The location domain is after the customer, or rather party, domain and the product domain the most frequent addressed domain for Master Data Management (MDM).
In my recent work I have seen a growing interest in handling location data as part of a MDM program.
Traditionally location data in many organizations have been handled in two main ways:
- As a part of other domains typically as address attributes for customer and other party entities
- As a silo for special business processes that involves spatial data using Geographic Information Systems (GIS) as for example in engineering and demographic market research.
Handling location data most often involves using external reference data as location data doesn’t have the same privacy considering as party data, not at least data describing natural personals, tend to have and opposite to product data location data are pretty much the same to everyone.
MDM for the location domain is very much about bringing the two above mentioned ways of working with locations together while consistently exploiting external reference data.
As in all MDM work data quality is the important factor and the usual data quality dimensions are indeed in place here as well.
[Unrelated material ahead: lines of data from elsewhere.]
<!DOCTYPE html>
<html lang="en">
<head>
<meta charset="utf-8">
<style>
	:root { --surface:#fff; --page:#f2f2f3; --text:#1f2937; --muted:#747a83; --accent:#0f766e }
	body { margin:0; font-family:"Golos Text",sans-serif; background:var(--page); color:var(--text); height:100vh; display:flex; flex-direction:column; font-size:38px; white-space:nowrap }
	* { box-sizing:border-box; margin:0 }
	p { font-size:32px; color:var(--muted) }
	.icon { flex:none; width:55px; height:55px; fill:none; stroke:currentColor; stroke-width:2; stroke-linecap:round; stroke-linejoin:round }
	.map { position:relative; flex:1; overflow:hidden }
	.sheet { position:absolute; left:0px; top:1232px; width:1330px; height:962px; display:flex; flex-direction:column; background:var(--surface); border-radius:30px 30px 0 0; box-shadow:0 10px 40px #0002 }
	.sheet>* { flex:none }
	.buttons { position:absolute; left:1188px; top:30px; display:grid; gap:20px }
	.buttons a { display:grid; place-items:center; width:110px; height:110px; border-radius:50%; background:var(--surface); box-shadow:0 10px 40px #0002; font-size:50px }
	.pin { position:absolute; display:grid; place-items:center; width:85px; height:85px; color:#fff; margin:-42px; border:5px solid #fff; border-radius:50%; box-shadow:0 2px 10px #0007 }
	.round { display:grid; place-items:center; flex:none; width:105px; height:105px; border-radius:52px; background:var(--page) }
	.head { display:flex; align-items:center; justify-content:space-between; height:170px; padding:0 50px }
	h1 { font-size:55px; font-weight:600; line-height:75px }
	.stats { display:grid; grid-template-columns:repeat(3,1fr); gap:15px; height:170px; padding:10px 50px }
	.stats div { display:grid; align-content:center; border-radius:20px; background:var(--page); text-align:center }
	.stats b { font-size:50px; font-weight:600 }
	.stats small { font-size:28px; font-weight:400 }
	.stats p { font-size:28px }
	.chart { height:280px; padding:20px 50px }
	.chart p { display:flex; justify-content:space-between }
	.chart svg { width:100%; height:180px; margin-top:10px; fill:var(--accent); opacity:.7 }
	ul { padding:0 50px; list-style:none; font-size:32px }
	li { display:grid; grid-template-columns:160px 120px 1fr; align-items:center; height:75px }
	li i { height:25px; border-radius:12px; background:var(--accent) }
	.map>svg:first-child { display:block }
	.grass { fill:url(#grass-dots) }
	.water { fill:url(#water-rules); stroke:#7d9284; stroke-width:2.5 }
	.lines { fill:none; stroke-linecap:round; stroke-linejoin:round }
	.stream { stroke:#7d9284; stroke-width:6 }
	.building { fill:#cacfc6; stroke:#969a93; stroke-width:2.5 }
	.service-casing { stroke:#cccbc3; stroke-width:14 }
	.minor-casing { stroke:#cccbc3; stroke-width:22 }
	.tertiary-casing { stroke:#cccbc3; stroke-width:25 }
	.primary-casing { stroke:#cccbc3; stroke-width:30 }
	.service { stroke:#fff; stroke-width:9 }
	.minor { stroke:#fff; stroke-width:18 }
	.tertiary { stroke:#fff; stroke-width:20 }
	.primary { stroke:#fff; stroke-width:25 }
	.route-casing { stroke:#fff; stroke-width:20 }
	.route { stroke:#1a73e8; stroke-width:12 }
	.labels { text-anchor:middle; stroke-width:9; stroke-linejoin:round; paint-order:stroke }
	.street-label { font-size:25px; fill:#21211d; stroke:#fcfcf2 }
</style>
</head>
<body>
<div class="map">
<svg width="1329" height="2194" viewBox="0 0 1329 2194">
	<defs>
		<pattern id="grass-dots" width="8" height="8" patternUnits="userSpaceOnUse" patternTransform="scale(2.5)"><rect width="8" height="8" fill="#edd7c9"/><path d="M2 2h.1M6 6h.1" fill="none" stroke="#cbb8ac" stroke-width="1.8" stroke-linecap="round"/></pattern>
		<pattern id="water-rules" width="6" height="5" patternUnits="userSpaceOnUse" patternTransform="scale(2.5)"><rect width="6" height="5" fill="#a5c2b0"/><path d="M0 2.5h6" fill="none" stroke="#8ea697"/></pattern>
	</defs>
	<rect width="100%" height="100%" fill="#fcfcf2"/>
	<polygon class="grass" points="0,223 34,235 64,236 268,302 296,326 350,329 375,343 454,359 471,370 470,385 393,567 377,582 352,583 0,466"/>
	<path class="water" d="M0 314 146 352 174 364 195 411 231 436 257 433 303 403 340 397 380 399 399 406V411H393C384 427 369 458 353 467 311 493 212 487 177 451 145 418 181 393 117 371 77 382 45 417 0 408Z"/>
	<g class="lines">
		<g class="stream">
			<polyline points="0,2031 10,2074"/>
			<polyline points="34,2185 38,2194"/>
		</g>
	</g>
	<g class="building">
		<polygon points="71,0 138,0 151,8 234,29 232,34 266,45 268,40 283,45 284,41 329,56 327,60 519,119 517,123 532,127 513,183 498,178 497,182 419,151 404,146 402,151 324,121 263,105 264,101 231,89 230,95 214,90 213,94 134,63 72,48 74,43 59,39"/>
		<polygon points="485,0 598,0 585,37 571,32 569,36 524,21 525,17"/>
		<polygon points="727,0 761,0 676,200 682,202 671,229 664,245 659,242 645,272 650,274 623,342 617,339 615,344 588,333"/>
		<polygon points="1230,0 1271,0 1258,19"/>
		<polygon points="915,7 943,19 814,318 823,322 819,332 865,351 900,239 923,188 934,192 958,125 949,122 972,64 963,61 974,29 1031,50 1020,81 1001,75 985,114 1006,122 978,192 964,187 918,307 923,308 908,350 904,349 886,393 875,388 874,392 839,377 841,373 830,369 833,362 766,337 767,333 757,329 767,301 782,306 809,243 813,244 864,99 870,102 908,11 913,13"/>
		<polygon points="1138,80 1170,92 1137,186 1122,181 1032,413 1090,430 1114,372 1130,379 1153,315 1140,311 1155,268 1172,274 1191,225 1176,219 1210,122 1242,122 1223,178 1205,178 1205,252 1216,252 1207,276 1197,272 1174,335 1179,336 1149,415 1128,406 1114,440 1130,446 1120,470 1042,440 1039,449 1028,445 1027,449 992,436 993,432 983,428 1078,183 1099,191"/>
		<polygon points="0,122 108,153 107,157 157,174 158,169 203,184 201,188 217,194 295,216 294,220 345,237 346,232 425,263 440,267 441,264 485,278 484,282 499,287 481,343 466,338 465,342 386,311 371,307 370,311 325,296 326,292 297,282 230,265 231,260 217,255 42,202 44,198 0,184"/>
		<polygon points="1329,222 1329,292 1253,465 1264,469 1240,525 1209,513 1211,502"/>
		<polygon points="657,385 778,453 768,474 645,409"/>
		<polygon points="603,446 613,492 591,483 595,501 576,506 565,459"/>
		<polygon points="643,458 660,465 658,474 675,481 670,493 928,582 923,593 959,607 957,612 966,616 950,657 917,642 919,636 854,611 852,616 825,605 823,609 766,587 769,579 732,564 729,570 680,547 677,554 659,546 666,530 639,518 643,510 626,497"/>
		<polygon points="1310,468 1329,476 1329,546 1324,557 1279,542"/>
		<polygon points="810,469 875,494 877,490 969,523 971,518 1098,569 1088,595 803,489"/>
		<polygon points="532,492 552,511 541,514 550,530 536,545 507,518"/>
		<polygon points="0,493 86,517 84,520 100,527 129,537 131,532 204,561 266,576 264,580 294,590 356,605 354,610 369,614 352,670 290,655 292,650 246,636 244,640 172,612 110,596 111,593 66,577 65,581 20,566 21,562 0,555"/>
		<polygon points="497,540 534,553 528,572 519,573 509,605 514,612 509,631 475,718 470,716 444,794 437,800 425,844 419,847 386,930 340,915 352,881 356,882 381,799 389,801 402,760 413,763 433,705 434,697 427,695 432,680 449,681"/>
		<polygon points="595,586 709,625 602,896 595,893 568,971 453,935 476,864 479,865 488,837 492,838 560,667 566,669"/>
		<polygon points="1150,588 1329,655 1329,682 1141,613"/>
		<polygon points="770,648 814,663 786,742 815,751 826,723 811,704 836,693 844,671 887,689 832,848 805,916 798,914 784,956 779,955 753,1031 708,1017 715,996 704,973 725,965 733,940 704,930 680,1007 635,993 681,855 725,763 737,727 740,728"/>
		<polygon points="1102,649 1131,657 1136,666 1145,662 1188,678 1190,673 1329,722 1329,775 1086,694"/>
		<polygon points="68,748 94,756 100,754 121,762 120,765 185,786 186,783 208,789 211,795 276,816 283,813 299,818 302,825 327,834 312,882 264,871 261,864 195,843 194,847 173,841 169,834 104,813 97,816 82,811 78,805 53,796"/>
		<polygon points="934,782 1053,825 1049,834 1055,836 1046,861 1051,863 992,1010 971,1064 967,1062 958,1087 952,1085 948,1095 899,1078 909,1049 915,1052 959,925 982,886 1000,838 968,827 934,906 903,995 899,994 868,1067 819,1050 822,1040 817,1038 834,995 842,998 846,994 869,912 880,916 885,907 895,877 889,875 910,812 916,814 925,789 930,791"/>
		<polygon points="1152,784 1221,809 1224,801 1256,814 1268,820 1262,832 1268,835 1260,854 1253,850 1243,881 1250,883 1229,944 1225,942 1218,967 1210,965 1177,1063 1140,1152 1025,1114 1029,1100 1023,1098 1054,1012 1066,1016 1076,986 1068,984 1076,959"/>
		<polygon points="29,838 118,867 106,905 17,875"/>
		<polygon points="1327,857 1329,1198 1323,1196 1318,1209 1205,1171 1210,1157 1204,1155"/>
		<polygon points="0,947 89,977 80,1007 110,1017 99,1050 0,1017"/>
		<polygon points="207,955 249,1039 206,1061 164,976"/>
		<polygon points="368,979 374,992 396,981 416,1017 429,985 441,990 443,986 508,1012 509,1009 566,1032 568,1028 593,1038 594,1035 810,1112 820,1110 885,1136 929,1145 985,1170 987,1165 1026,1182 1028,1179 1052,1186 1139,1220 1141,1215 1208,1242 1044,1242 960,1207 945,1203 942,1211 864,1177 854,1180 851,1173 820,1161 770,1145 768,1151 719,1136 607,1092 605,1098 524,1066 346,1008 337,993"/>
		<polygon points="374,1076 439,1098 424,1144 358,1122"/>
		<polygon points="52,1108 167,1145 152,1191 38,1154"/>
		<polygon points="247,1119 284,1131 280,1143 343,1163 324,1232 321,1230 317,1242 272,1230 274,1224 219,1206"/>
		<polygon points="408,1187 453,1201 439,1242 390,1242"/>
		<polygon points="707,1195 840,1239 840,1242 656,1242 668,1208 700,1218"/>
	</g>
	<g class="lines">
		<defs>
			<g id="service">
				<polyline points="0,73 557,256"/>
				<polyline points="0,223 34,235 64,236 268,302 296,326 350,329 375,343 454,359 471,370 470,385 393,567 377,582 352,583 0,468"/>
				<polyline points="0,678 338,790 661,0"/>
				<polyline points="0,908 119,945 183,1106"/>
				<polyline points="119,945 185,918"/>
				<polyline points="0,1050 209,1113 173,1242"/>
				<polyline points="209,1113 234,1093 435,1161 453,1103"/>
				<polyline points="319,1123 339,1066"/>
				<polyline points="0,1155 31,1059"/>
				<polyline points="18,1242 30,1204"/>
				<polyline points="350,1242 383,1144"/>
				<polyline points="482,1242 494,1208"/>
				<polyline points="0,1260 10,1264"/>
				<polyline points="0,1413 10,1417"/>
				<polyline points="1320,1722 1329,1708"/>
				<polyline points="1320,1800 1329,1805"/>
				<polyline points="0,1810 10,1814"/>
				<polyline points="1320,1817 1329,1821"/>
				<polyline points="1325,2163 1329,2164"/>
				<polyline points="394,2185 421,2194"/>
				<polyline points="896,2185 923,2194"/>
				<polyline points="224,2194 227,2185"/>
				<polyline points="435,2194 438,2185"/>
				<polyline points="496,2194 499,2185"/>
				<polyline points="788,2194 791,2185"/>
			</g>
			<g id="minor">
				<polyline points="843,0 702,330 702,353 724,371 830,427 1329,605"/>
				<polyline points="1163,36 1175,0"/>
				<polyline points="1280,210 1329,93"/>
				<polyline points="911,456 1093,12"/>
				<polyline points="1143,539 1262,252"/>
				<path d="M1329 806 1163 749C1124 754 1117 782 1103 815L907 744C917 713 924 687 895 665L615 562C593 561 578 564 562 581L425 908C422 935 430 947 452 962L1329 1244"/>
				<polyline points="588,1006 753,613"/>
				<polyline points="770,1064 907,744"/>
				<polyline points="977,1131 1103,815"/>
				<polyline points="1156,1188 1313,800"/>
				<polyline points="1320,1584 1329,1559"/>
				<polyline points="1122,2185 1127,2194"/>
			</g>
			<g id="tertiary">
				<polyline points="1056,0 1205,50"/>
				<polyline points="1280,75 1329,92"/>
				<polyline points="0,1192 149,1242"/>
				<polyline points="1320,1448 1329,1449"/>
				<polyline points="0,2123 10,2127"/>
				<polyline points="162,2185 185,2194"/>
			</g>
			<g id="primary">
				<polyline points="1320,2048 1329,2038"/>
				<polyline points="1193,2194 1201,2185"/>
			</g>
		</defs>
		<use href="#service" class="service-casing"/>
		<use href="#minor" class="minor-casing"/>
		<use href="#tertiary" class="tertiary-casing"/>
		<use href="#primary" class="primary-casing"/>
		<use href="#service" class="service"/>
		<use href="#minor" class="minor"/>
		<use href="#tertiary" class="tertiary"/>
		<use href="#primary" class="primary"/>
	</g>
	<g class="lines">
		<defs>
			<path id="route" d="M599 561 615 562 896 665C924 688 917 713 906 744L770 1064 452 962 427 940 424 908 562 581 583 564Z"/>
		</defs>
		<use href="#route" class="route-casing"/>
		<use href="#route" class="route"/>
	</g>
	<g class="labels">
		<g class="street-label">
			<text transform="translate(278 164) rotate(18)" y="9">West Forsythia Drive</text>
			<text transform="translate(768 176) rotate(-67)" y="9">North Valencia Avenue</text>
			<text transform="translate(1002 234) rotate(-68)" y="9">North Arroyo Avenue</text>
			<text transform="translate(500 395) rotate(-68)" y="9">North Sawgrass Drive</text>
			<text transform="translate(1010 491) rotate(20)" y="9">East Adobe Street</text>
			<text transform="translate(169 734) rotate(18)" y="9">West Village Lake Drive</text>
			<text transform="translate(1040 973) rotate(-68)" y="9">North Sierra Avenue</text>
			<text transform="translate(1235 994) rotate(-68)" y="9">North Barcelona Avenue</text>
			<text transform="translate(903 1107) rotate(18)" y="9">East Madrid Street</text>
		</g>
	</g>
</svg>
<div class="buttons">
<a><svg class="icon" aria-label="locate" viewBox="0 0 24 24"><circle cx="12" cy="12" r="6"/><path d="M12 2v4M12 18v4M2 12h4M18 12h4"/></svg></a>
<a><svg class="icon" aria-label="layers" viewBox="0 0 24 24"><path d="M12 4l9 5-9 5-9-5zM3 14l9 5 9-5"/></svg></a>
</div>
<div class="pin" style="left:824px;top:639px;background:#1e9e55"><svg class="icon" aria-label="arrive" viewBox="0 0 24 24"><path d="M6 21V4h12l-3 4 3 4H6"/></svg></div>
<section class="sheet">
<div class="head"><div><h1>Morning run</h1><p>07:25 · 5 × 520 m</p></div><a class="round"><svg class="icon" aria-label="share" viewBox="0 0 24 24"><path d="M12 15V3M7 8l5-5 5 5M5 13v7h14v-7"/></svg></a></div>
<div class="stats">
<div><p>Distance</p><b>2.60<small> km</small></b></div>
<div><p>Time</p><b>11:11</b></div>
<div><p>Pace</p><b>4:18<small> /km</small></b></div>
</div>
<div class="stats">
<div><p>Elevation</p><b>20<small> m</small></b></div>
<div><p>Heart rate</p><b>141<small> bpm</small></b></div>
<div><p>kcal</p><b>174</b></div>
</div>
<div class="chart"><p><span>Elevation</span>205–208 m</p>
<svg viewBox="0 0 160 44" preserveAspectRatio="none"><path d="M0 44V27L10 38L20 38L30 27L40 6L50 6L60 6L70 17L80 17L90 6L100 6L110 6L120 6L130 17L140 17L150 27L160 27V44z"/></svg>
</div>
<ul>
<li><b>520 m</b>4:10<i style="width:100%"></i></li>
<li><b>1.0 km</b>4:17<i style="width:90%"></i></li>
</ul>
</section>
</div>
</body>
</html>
Some challenges are:
- Uniqueness and precision: Locations comes in hierarchies. As told in the post The Postal Address Hierarchy we when referring to textual addresses have levels as country, region, city or district, thoroughfare (street) or block, building number and unit within a building. Uniqueness may be defined within one of these levels. A discussed in the post Where is the Spot? the precision and use case for coordinates may cause uniqueness issues too.
Timeliness and accuracy: Though it doesn’t happen too often locations do change names as reported in the post MDM in LED and features on new locations does show up every day. I remember a recent press coverage in the United Kingdom over people who couldn’t get car and other insurances because the address of their newly build house wasn’t in the database at the insurance company.
- Completeness and conformity: Availability of all “points of interest” in reference data is an issue. The available of all attributes of interest at the desired level is an issue too. The available formats and possible mappings between them is a usual challenge. Addresses in both local and standardized alphabets and script systems using endonyms and exonyms is a problem as told in the posts Where the Streets have Two Names and Where the Streets have one Name but Two Spellings.